(Directions for this task)
Exactly the lines from the beginning of the records below through the line with "content:''; position:absolute; top:26px;" must be given again, without pictures.

====== Data for processing

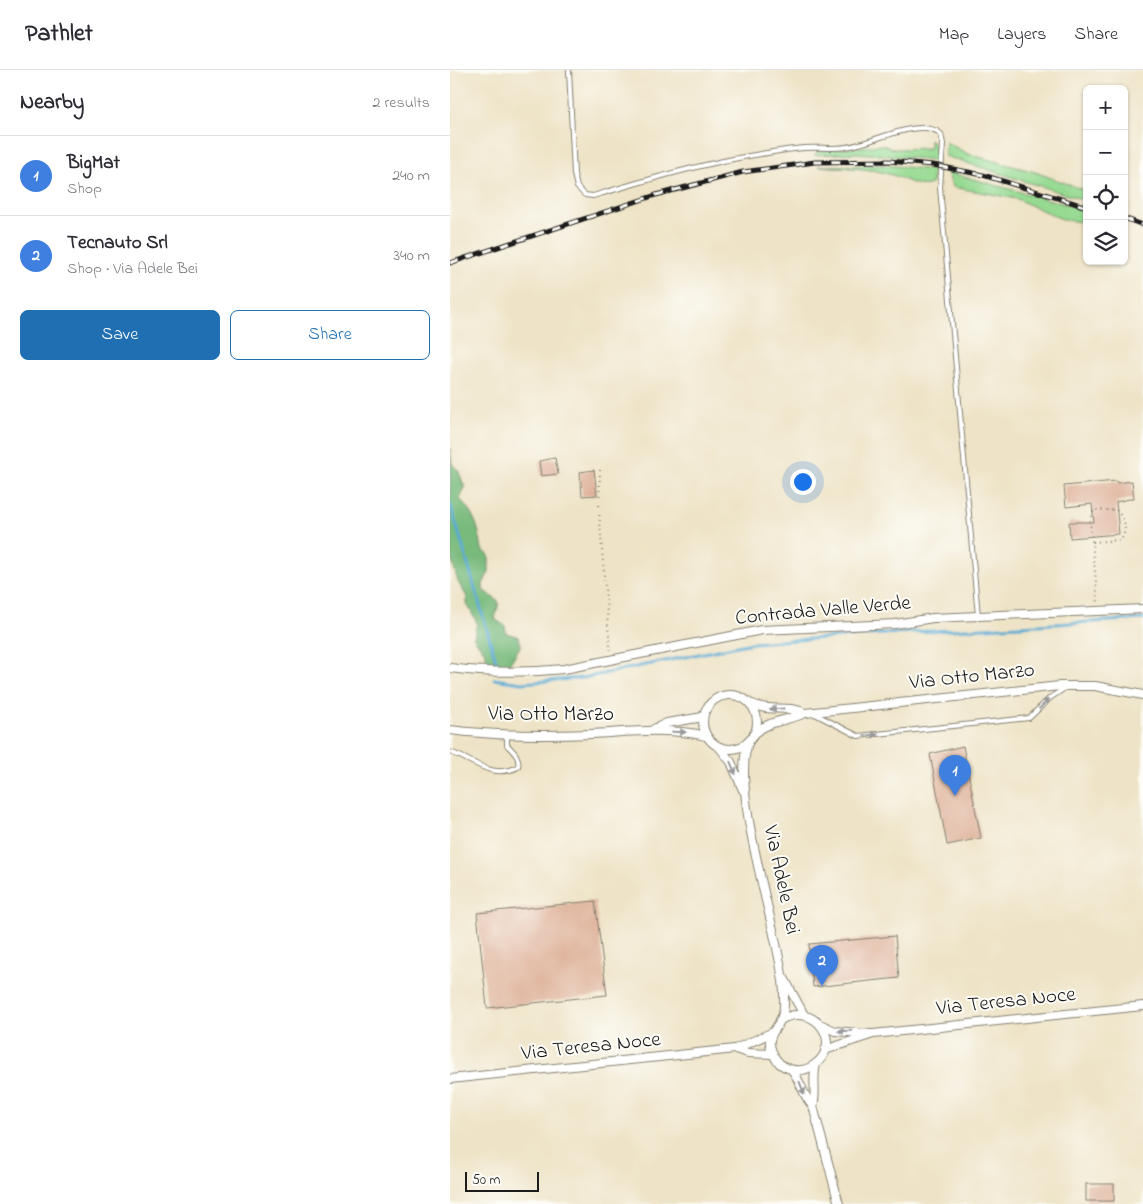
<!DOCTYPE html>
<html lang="en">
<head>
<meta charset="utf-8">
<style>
	body { margin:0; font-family:"Indie Flower",sans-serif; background:#f2f2f3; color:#2b2b33 }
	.controls { position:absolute; right:15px; top:15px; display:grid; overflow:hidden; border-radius:8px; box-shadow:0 1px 4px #0004 }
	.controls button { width:45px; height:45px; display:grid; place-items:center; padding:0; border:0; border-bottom:1px solid #e1e1e2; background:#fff; color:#2b2b33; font:25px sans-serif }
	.scale { position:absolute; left:15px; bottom:12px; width:74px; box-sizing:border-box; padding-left:5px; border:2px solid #1c1c1c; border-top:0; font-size:14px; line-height:18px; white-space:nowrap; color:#1c1c1c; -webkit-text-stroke:4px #fdfcf7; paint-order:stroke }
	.you { position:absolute; left:352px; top:411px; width:18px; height:18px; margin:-12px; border:4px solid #fff; border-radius:50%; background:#1a73e8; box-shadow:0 0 0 8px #1a73e833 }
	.badge { display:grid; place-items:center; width:32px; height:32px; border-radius:50%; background:#1f6fb2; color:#fff; font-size:16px; font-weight:700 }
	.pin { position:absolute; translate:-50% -41px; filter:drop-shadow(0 1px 2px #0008) }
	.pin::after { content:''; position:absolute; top:26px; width:18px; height:15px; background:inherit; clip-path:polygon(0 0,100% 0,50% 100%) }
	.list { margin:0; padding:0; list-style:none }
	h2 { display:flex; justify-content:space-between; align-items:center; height:65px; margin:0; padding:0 20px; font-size:21px }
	h2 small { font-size:16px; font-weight:400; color:#7c7c81 }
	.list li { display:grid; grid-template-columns:32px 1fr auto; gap:15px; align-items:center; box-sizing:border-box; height:80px; padding:0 20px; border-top:1px solid #e1e1e2 }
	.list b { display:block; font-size:19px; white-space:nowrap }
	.list p { margin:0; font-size:16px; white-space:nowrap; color:#7c7c81 }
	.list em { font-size:16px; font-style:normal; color:#7c7c81 }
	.actions { display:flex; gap:10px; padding:15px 20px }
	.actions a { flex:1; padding:11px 0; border:1px solid #1f6fb2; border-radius:8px; text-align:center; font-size:18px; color:#1f6fb2 }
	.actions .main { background:#1f6fb2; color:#fff }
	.icon { flex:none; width:28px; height:28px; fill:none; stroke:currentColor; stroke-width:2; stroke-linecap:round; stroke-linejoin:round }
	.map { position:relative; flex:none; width:693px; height:1134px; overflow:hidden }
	header { display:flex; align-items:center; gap:30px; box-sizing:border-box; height:70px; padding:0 25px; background:#fff; border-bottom:1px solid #e1e1e2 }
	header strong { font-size:24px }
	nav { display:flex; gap:28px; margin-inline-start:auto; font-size:18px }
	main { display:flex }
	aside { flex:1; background:#fff }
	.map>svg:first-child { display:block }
	.green { fill:#96da92; stroke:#597b57 }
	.forest { fill:#78ba7c; stroke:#4a6b4c }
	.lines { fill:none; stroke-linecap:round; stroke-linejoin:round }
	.stream { stroke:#58aad3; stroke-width:3 }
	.building { fill:#deb098 }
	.service-casing { stroke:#858071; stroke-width:6 }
	.minor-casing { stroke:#858071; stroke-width:10 }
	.path { stroke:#858071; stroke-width:2; stroke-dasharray:1 4; stroke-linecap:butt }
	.service { stroke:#fff; stroke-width:4 }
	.minor { stroke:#fff; stroke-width:8 }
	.rail-casing { stroke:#1c1c1c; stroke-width:5 }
	.rail { stroke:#fdfcf7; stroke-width:3; stroke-dasharray:9; stroke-linecap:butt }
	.oneway { fill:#999 }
	.labels { text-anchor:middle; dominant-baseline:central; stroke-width:4; stroke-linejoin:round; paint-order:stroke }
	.street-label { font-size:21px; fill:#1c1c1c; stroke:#fdfcf7 }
</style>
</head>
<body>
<header>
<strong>Pathlet</strong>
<nav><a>Map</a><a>Layers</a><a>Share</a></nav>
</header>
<main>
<aside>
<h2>Nearby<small>2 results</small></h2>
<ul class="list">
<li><span class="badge" style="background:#3f7fe0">1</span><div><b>BigMat</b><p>Shop</p></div><em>240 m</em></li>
<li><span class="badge" style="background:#3f7fe0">2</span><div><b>Tecnauto Srl</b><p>Shop · Via Adele Bei</p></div><em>340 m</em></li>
</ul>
<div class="actions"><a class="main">Save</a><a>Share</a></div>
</aside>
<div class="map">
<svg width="693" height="1134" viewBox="0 0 693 1134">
	<rect width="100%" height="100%" fill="#fdfcf7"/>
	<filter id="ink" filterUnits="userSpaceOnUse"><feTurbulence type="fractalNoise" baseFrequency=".02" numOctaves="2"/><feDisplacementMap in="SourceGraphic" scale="10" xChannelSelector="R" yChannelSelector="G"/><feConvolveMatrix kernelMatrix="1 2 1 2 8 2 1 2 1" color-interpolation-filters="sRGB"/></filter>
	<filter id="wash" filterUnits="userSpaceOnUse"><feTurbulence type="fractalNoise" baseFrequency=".0096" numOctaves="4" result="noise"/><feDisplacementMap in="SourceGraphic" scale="20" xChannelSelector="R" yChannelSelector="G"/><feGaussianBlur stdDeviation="1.12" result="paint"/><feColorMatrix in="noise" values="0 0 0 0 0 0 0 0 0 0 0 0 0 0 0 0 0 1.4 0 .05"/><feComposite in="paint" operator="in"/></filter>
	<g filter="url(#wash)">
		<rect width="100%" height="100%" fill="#eee3c6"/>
		<!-- green -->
		<g class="green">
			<path d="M480,69L485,75V90L408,83L364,85L368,81L432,75L444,79L480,78Z"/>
			<path d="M496,72L518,84L585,102L637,121V131L495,86Z"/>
			<path d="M436,95L483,100L482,113C471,121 454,108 442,105C419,97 392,98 368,96Z"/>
			<path d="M497,102L637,140V158L633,152L614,150L567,129L503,117Z"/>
		</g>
		<!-- forest -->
		<path class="forest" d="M0,378L2,394L8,400L15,418L10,429C25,445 29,458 32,480L39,485V502L33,514V520L49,532L45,549L55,556L56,563L69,567L71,575L57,598L36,596V584L24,568L27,553L17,534V527L8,512L0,483Z"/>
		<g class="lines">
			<!-- stream -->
			<g class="stream">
				<path d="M0,433L47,594"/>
				<path d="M44,609L72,613L133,608L302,573L447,563L693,549"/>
			</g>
		</g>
		<g id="blocks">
			<!-- building -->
			<g class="building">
				<path d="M105,388L108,404L91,406L89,391Z"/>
				<path d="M144,400L147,425L132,426L130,402Z"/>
				<path d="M666,411L667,413L682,411L684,428L666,432L669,464L620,468L619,452H644L642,434L616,437L614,416Z"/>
				<path d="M513,676L531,768L497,775L480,684Z"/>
				<path d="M145,831L157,925L37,938L27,843Z"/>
				<path d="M445,866L449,908L363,917L359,874Z"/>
				<rect x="636" y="1114" width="28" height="17"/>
			</g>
		</g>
	</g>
	<g filter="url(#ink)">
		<use href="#blocks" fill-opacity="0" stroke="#858071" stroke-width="1"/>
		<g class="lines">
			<defs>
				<g id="service">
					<path d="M119,0L124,104L127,117L135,125L143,126C200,109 257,92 317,83C329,81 342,79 354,78C368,77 383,79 396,77C422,74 470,46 491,64L493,74L490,117L528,546"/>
					<path d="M365,644L408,666L579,648L600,628L615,618"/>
					<path d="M0,682C24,690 42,710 68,697C70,687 64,682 57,675V664"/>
				</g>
				<g id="minor">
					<path d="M0,598C38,603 75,603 114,599L312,560L445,554L483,548L693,539"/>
					<circle cx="280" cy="652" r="27"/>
					<path d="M302,634C322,643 335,634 355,643"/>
					<path d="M204,659L217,653L253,647"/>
					<path d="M0,660C47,666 94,666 142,664C180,662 218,657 256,666"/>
					<path d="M304,664C319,650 337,651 355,643L610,616H645L693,625"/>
					<path d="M299,671C279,715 325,851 332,905C334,914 335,935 333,943C330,959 313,964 323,984C330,1000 350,1005 364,995C395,974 365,930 330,950"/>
					<path d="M270,678L281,692L293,720"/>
					<path d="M334,908L354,945"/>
					<path d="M372,955L385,961L421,964"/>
					<path d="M285,979L298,983L323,984"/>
					<path d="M375,980L423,964L693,936"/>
					<path d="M366,994C362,1009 367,1023 363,1036L389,1134"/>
					<path d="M342,1000C351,1011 353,1027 363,1036"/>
					<path d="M0,1009L285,979L321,963"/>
				</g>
			</defs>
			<!-- service casing -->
			<use href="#service" class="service-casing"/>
			<!-- minor casing -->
			<use href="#minor" class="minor-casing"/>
			<!-- path -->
			<g class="path">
				<path d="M150,400L149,441L160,580"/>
				<path d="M643,472L671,470C678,459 675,448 666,440H644L640,450L648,533"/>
			</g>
			<!-- service -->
			<use href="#service" class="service"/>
			<!-- minor -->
			<use href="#minor" class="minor"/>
			<defs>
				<g id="rail">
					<path d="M674,148L693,155"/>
					<path d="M0,193L206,125L293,102L365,92L439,91L483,95L533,105L637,137"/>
				</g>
			</defs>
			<!-- rail casing -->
			<use href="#rail" class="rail-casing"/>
			<!-- rail -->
			<use href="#rail" class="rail"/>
		</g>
		<!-- one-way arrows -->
		<defs><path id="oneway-solid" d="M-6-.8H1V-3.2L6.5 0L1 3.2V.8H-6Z" transform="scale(1.25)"/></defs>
		<g class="oneway">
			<use href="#oneway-solid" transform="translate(594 634) rotate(-44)"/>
			<use href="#oneway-solid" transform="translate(327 639) rotate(176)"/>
			<use href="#oneway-solid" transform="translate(229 662) rotate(2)"/>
			<use href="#oneway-solid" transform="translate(421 665) rotate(-6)"/>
			<use href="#oneway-solid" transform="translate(283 698) rotate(67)"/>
			<use href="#oneway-solid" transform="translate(395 961) rotate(179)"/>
			<use href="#oneway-solid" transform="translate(352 1018) rotate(68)"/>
		</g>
	</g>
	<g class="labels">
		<!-- street labels -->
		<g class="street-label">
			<text transform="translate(373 541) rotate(-5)">Contrada Valle Verde</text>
			<text transform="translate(522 607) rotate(-6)">Via Otto Marzo</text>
			<text x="101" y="645">Via Otto Marzo</text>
			<text transform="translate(331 810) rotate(78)">Via Adele Bei</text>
			<text transform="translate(556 932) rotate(-6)">Via Teresa Noce</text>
			<text transform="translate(141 977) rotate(-6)">Via Teresa Noce</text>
		</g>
	</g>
</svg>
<div class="controls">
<button>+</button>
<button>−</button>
<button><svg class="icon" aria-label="locate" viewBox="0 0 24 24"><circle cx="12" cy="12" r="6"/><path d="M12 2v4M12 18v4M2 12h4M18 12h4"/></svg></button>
<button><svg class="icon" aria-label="layers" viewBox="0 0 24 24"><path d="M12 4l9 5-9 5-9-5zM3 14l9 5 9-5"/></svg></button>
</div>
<div class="scale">50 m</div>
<div class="you"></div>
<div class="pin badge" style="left:505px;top:726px;background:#3f7fe0">1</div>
<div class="pin badge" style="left:372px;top:916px;background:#3f7fe0">2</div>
</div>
</main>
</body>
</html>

============

(Your response)
<!DOCTYPE html>
<html lang="en">
<head>
<meta charset="utf-8">
<style>
	body { margin:0; font-family:"Indie Flower",sans-serif; background:#f2f2f3; color:#2b2b33 }
	.controls { position:absolute; right:15px; top:15px; display:grid; overflow:hidden; border-radius:8px; box-shadow:0 1px 4px #0004 }
	.controls button { width:45px; height:45px; display:grid; place-items:center; padding:0; border:0; border-bottom:1px solid #e1e1e2; background:#fff; color:#2b2b33; font:25px sans-serif }
	.scale { position:absolute; left:15px; bottom:12px; width:74px; box-sizing:border-box; padding-left:5px; border:2px solid #1c1c1c; border-top:0; font-size:14px; line-height:18px; white-space:nowrap; color:#1c1c1c; -webkit-text-stroke:4px #fdfcf7; paint-order:stroke }
	.you { position:absolute; left:352px; top:411px; width:18px; height:18px; margin:-12px; border:4px solid #fff; border-radius:50%; background:#1a73e8; box-shadow:0 0 0 8px #1a73e833 }
	.badge { display:grid; place-items:center; width:32px; height:32px; border-radius:50%; background:#1f6fb2; color:#fff; font-size:16px; font-weight:700 }
	.pin { position:absolute; translate:-50% -41px; filter:drop-shadow(0 1px 2px #0008) }
	.pin::after { content:''; position:absolute; top:26px; width:18px; height:15px; background:inherit; clip-path:polygon(0 0,100% 0,50% 100%) }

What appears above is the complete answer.